Candidate B is an accomplished, ethical Black woman who ran on a campaign of unity, inclusion, economic prosperity for all, freedom for women to control their own bodies, and for bringing us all closer together as a nation under the rule of law.
Those millions of citizens whose votes gave a clear mandate to Candidate A said they voted for him largely because the price of eggs is too high, and because they don’t want so many foreigners coming into our country illegally, and because they didn’t know enough about Candidate B.
Now, our newly elected leader, Candidate A, already is working busily to staff our nation’s government from top to bottom with people who share his values, people like himself, and, moreover, people answerable only to him. And the US Supreme court has given him total immunity to do as he pleases.
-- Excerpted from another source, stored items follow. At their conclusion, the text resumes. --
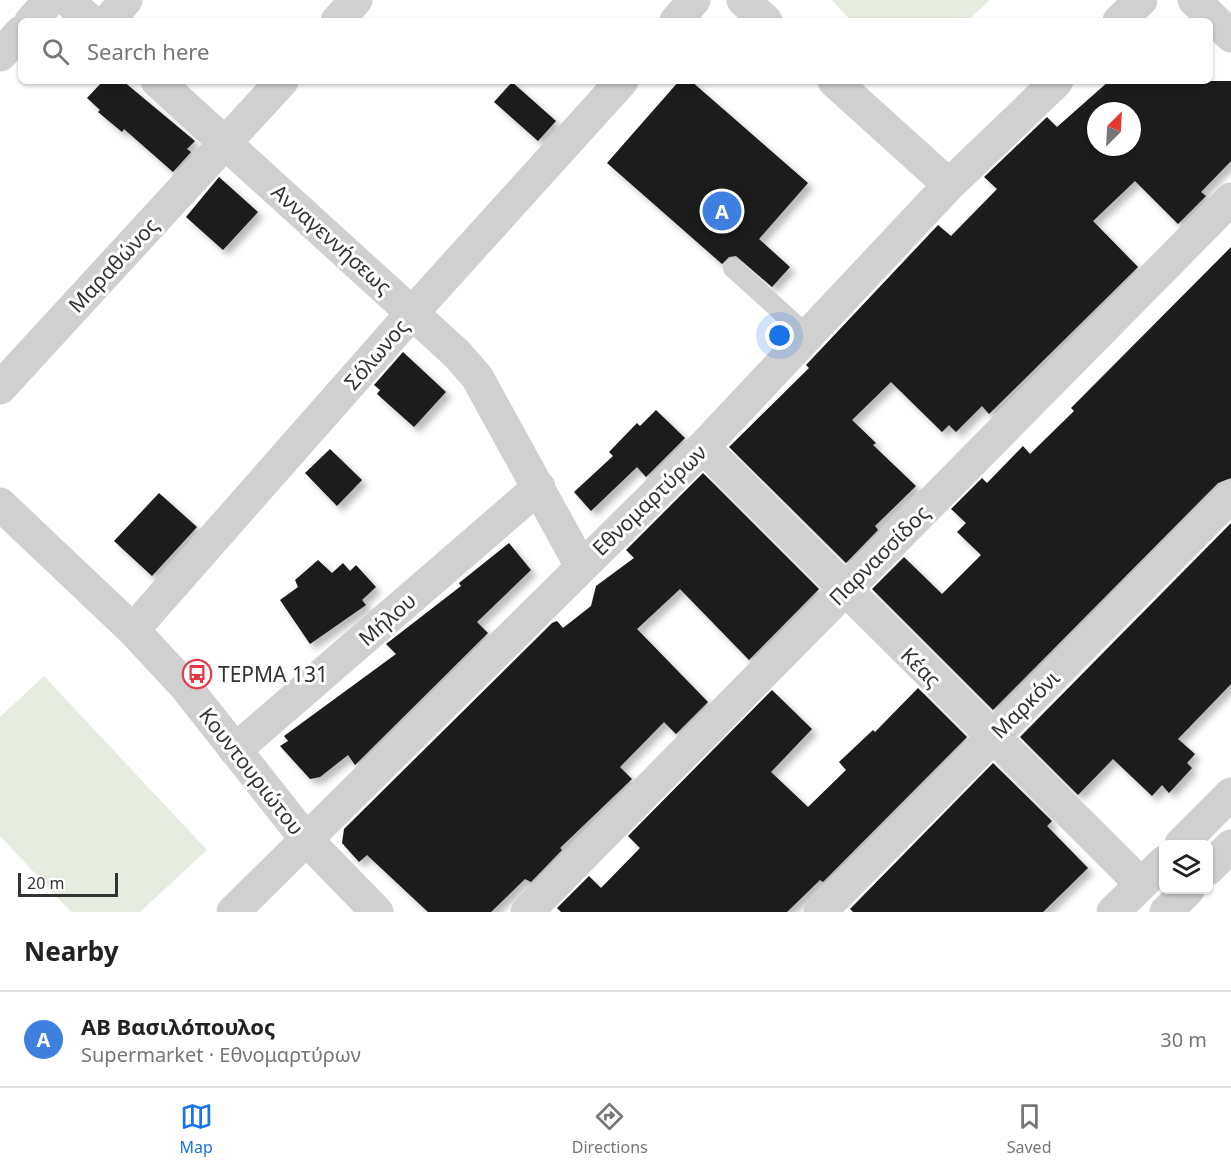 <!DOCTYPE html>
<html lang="en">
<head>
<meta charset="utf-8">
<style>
	:root { --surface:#fff; --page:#f2f2f2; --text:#222; --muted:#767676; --line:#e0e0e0; --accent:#1a73e8 }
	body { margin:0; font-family:"Noto Sans",sans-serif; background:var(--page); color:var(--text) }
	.controls { position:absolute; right:18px; bottom:18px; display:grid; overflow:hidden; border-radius:9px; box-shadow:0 2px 4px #0004 }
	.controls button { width:54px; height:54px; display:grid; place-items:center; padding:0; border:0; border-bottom:2px solid var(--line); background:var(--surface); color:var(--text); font:30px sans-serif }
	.compass { position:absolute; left:1087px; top:102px; width:54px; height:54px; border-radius:50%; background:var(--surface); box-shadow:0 2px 4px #0004; rotate:24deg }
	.scale { position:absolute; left:18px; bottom:15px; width:100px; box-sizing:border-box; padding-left:6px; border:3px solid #333; border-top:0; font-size:16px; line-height:21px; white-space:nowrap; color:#333; -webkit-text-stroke:4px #fff; paint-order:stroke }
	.you { position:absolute; left:780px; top:336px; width:21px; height:21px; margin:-15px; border:4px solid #fff; border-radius:50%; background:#1a73e8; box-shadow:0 0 0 9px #1a73e833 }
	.badge { display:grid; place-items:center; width:39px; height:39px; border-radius:50%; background:var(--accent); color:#fff; font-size:20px; font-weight:700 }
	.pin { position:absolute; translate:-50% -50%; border:3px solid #fff; box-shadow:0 2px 6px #0006 }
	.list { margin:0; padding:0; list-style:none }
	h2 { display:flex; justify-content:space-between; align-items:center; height:78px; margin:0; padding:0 24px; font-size:26px }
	h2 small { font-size:20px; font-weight:400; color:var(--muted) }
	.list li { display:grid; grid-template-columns:39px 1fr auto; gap:18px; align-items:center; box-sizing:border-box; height:96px; padding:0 24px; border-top:2px solid var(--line) }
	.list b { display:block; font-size:22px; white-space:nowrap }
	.list p { margin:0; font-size:20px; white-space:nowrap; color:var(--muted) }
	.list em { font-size:20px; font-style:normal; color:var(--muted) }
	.icon { flex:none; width:33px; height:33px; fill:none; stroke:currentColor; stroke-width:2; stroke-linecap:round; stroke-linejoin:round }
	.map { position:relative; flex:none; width:1231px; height:912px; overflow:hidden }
	.search { position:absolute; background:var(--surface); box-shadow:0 2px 4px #0004; left:18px; right:18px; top:18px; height:66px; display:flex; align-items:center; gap:15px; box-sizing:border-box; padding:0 21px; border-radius:9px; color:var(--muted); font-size:22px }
	.sheet { height:174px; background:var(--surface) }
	nav { display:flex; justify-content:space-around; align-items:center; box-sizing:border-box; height:84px; border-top:2px solid var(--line); background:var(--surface); font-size:16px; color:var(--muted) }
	nav a { display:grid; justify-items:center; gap:3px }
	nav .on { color:var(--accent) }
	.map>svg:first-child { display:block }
	.park { fill:#e6ecdf }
	.building { fill:#1a1a1a; fill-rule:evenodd; filter:url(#shadow) }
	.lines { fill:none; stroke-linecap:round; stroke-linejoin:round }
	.service { stroke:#d0d0d0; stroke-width:20 }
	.minor { stroke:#d0d0d0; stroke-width:33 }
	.tertiary { stroke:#d0d0d0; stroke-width:33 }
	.labels { text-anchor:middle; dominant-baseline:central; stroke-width:6; stroke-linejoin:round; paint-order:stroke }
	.street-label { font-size:21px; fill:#333; stroke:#fff }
	.poi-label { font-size:21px; fill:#333; stroke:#fff; text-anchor:start }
</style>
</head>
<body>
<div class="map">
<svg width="1231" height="912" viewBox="0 0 1231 912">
	<defs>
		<filter id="shadow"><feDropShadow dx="5.5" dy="5.5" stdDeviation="3" flood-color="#0004"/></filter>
	</defs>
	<rect width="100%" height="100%" fill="#fff"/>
	<!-- park -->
	<path class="park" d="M832 0H990L967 21H851Z
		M44 676 207 850 140 912H71L0 836V717Z"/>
	<!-- building -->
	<path class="building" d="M103 81H123L195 141 187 149 191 152 173 172 124 129 122 132 98 112 100 110 87 98Z
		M679 81H691L808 183 759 239 790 267 772 287 736 256 729 257 722 264 607 163Z
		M1109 81H1231V161L1201 192 1206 196 1178 224 1135 181 1093 221 1138 267 989 414 982 406 956 432 949 425 942 432 891 382 852 420 876 443 873 445 916 486 875 526 878 530 846 563 729 447 809 368 806 365 938 225 951 236 997 189 984 177 1047 117 1057 127ZM1096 111H1132V147H1096Z
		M512 82 556 121 538 141 494 102Z
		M219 177 258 212 223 250 186 217Z
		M1231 247V478L1218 483 993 710 872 589 904 557 942 594 981 555 957 532 966 523 951 509 982 478 987 483 1023 446 1030 454 1074 411 1071 408Z
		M403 352 446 392 414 427 377 394 380 390 374 385Z
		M656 410 685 438 646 477 637 467 591 511 574 492 613 456 609 452 637 423 640 426Z
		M330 449 362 480 337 506 305 473Z
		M703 473 819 589 749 660 680 589 637 629 708 702 676 734 664 722 620 767 632 779 560 848 562 850 531 882 525 879 491 912H428L367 855 359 862 342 843 344 829 552 623 557 621 563 628 591 606 596 586 634 558 626 550Z
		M159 493 197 527 152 576 114 541Z
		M1231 523V684L1178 739 1195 754 1187 763 1192 768 1169 793 1162 785 1152 796 1113 759 1078 795 1020 737Z
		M509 543 531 570 477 622 488 633 355 765 348 755 320 777 310 779 280 746 288 741 284 736 396 654 386 644 461 586 459 583Z
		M318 560 332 573 343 563 350 571 356 565 376 587 362 600 366 605 310 644 280 600 298 587 295 580Z
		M918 688 967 737 823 882 820 880 787 912H561L557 908 589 876 601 888 640 848 628 836 772 690 812 729 771 772 808 807 846 770 839 762 873 730 875 732Z
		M993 763 1052 821 1047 826 1088 868 1043 912H853L850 909Z"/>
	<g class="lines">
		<!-- service -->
		<path class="service" d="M733 268 808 336"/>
		<!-- minor -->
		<path class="minor" d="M68 0 90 21
			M743 0 766 21
			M1194 0 1231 36
			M31 21 50 0
			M108 21 126 0
			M337 21 356 0
			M676 21 694 0
			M1119 21 1141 0
			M0 55 21 32
			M157 81 457 354 477 377 581 566
			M834 81 949 185
			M0 388 282 81
			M703 447 1141 884
			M133 630 413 312 622 81
			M235 750 539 487
			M233 912 703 447 949 185 1057 81
			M527 912 1231 199
			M820 912 1231 496"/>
		<!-- tertiary -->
		<path class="tertiary" d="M0 504 133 630 185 686 305 838 377 912
			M1181 844 1231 794
			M1208 869 1231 846
			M1113 912 1164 862
			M1166 912 1188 890"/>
	</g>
	<!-- icons -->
	<defs>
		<g id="bus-ring" transform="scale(1.5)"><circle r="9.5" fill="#fff" stroke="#e63946" stroke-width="1.5"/><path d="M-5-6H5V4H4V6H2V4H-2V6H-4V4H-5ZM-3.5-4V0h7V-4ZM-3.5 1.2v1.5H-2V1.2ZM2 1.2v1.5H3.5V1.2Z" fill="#e63946"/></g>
	</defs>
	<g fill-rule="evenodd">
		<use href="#bus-ring" x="197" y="674"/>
	</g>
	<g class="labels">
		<!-- street labels -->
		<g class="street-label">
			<text transform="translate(332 239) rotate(42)">Ανναγεννήσεως</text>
			<text transform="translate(113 265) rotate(-47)">Μαραθώνος</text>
			<text transform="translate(376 354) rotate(-49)">Σόλωνος</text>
			<text transform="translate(649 500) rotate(-44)">Εθνομαρτύρων</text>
			<text transform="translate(879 555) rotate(-45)">Παρνασσίδος</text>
			<text transform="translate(387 619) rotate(-41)">Μήλου</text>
			<text transform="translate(921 667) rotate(45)">Κέας</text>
			<text transform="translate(1025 704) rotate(-45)">Μαρκόνι</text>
			<text transform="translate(252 771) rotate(52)">Κουντουριώτου</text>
		</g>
		<!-- poi labels -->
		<g class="poi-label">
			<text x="218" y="674">ΤΕΡΜΑ 131</text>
		</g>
	</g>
</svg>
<div class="controls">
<button><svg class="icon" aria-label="layers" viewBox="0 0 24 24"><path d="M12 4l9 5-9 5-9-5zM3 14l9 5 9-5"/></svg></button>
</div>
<svg class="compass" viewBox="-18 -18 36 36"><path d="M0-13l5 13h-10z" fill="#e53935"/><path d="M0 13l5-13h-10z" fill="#767676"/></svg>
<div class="scale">20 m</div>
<div class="you"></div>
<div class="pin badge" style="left:722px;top:211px;background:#3f7fe0">A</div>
<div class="search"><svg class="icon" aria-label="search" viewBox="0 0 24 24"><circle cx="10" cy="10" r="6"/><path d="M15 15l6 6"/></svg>Search here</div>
</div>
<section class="sheet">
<h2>Nearby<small></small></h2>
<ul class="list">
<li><span class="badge" style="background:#3f7fe0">A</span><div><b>ΑΒ Βασιλόπουλος</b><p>Supermarket · Εθνομαρτύρων</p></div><em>30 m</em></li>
</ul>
</section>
<nav>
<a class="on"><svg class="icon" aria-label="map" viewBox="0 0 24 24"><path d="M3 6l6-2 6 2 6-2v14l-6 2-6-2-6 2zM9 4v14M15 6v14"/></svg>Map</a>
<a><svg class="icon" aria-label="directions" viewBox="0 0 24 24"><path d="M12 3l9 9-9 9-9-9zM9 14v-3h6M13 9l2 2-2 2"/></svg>Directions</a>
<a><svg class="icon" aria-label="saved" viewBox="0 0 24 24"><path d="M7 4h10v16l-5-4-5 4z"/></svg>Saved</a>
</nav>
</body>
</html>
Meanwhile, I fear that we, the rank and file citizens, are in for a sh*t-show such as we never could have imagined. The election results have already given a green light to our nation’s worst haters and bigots to go ahead and do their worst with little or no fear of consequences.
Oh, and in case we don't like any of it, we can't look to future elections to turn it around, because our future "elections" will be like the so-called "elections" in Russia, Hungary, and other authoritarian states.
I hope the people who voted for Candidate A will get to enjoy some cheaper eggs while they watch our nation tearing itself apart, much to the delight of our foreign adversaries.
“The price good men pay for indifference to public affairs is to be ruled by evil men.” — Plato
Oh come on…you didn’t actually expect to win with a muddled message about finding spaces for joy. Do you want to know how to beat authoritarianism and defend democracy? You make it clear that you stand for the working people. This looks like prive controls, rent controls, child tax credits, forgive student loans, in short, restore rhe welfare state you turned your back on decades ago. What’s more, you no longer support genocide.
The messaging problem is a symptom of a deeper problem, the failure to defend the people. Stop lying to yourselves that corporate interests benefit everyone. The fact are, you either represent people or profits, you can’t do both. As long as you believe this lie, you’ll have a muddled message. And you know what’s more, this may require organizing a third party. I’m not confident that the Democratic party can be won back from corporate interests.